Start of Block

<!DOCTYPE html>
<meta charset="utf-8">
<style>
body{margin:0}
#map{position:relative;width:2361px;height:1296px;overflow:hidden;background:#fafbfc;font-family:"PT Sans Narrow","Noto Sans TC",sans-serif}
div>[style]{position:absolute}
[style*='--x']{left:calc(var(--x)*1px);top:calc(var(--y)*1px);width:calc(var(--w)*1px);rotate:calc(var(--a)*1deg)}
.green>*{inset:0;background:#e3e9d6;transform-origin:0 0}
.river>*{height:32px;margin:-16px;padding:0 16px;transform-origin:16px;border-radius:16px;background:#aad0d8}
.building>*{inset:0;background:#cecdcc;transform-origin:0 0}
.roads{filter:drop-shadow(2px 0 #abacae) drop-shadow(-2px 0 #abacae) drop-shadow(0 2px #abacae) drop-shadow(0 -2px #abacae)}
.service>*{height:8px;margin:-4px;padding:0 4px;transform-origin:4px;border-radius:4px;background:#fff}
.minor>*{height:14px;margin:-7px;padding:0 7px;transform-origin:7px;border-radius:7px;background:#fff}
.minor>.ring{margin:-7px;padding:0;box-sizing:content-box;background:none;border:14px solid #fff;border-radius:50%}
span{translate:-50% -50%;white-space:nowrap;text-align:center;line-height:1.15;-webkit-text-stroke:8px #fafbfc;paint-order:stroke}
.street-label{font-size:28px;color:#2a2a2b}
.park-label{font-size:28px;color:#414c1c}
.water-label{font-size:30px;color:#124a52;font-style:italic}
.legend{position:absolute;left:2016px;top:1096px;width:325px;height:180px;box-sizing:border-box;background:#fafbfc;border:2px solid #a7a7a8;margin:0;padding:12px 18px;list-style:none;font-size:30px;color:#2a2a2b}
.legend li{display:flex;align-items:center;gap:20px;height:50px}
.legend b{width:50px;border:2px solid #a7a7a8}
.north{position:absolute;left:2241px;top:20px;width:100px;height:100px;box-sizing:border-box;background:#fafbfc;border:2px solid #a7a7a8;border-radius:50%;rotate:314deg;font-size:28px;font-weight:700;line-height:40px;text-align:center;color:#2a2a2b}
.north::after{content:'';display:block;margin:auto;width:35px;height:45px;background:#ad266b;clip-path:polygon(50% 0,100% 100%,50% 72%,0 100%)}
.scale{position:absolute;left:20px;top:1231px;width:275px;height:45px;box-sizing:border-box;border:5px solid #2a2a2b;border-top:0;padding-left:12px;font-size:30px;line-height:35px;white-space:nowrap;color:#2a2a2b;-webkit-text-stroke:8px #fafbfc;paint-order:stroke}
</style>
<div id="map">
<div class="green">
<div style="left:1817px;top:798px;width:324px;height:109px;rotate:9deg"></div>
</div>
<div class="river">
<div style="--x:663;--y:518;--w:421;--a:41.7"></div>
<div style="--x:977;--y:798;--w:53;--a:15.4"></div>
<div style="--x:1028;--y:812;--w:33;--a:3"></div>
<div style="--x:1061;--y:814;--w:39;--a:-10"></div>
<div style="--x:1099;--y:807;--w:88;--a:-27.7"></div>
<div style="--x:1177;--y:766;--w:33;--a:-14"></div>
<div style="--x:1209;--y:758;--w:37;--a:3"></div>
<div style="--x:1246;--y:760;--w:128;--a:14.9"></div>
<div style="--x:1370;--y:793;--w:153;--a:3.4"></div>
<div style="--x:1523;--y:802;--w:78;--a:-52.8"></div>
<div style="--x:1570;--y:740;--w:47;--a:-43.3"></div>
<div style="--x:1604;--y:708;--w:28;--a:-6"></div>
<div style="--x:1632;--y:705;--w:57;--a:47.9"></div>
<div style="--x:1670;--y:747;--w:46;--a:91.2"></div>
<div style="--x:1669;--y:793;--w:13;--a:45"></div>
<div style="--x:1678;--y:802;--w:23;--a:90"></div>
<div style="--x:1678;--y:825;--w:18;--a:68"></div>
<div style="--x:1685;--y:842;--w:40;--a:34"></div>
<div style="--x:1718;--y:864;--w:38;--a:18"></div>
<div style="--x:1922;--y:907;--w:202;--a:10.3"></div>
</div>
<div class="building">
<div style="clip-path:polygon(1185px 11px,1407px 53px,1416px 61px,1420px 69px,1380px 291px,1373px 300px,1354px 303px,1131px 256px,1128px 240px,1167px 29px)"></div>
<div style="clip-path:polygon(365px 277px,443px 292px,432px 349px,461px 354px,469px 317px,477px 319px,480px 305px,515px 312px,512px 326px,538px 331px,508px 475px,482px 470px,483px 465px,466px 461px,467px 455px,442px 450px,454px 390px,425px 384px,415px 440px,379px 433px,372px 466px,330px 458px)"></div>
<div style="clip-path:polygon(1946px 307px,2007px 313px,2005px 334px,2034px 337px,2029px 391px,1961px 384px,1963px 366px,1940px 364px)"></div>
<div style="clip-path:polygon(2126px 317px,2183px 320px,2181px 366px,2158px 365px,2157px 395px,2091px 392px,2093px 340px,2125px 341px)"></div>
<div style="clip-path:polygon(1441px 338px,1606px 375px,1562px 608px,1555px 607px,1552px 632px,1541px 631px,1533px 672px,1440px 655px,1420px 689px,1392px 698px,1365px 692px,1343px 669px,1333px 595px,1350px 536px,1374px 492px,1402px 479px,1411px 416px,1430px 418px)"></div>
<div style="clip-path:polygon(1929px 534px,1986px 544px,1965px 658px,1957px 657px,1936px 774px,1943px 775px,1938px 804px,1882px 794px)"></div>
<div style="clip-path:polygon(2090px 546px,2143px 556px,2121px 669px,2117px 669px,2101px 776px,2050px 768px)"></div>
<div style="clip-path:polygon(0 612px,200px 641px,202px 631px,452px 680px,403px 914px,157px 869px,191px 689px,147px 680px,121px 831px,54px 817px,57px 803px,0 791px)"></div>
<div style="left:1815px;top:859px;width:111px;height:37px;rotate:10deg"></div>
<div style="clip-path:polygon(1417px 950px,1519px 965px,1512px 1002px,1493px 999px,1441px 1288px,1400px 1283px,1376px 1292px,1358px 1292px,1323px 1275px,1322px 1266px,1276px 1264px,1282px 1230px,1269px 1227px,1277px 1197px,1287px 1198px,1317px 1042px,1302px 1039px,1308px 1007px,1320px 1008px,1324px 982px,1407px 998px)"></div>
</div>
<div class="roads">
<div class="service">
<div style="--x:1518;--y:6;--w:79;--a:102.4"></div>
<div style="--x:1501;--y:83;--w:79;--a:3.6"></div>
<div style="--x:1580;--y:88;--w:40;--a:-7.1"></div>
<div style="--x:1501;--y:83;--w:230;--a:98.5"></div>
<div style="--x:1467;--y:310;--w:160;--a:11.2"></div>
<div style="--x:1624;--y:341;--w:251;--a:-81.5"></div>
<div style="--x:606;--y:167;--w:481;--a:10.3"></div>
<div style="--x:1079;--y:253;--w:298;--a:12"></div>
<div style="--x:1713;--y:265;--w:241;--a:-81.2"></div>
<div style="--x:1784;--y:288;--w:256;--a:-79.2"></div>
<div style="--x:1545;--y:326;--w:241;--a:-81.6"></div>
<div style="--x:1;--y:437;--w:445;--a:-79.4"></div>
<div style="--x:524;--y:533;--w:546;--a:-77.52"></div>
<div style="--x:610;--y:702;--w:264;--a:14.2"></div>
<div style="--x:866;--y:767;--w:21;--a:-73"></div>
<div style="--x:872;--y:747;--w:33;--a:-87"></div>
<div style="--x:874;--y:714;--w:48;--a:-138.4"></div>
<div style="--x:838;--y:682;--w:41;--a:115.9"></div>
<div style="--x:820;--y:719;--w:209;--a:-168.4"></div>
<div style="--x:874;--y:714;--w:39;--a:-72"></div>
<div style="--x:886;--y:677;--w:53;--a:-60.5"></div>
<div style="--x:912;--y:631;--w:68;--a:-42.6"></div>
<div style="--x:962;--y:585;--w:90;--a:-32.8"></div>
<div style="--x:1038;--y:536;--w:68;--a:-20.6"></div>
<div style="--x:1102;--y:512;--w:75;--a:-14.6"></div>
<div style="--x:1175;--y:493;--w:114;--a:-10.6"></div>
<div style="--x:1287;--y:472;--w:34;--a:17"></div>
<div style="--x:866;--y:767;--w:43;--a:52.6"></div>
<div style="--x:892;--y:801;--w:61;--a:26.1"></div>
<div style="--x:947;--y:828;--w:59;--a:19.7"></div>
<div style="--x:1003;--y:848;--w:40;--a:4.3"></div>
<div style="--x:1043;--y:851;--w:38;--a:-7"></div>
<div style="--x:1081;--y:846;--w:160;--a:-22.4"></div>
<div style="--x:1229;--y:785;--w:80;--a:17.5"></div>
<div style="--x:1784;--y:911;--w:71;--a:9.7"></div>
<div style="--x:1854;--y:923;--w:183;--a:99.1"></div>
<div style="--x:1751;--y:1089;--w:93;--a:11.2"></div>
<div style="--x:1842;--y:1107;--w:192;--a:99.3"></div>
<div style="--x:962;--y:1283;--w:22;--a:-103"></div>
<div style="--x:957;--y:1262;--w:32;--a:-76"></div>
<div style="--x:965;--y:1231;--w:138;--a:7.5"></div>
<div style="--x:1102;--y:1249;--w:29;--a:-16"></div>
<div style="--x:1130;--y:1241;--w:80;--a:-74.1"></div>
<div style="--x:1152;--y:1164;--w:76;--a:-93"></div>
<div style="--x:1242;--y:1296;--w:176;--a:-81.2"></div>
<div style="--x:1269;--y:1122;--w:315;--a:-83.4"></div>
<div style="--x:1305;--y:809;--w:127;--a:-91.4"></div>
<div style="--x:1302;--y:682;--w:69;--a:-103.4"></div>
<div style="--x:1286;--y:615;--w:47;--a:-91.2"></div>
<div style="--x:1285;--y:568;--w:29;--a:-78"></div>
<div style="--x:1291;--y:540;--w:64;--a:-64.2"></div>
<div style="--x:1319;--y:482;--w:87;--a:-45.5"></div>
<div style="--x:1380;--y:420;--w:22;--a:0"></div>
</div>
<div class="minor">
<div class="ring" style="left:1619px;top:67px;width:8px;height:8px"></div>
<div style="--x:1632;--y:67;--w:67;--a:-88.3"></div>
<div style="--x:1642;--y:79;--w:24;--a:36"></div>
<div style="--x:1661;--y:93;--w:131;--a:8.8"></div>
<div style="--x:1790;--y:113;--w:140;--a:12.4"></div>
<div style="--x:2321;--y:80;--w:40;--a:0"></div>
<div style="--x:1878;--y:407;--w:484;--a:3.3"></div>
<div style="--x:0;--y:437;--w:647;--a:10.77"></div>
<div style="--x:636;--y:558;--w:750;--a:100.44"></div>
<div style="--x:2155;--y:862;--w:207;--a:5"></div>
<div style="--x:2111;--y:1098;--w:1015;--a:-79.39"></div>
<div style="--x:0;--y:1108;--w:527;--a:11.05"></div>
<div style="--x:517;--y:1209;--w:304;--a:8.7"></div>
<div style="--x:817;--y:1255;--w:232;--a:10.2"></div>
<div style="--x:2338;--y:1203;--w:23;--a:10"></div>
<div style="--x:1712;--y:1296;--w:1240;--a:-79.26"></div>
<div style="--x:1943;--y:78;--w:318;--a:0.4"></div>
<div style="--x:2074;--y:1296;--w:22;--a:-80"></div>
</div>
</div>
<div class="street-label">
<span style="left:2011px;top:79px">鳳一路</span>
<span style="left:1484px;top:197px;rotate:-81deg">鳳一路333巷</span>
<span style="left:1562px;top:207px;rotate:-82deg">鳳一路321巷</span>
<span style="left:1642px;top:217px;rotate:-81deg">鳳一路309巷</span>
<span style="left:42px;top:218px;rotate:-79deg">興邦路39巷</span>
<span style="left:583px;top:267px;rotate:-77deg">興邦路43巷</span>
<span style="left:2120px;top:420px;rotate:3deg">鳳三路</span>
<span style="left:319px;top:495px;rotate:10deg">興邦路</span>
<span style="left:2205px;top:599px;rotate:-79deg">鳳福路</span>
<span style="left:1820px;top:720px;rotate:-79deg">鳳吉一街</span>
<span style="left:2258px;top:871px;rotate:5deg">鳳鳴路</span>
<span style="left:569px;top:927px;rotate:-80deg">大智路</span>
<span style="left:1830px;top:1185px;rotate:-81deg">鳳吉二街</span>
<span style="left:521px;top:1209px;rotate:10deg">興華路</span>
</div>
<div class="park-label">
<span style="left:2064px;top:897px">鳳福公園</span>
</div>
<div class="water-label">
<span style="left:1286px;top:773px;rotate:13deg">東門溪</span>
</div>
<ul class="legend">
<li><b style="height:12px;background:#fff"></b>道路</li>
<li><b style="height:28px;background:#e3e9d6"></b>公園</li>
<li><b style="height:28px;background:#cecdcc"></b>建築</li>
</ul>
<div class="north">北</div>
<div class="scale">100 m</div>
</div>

End of Block

Problem details
Looking at the records above, state the number of lines where the word "solid" occurs, and write nothing beyond it.

Exercise answer
5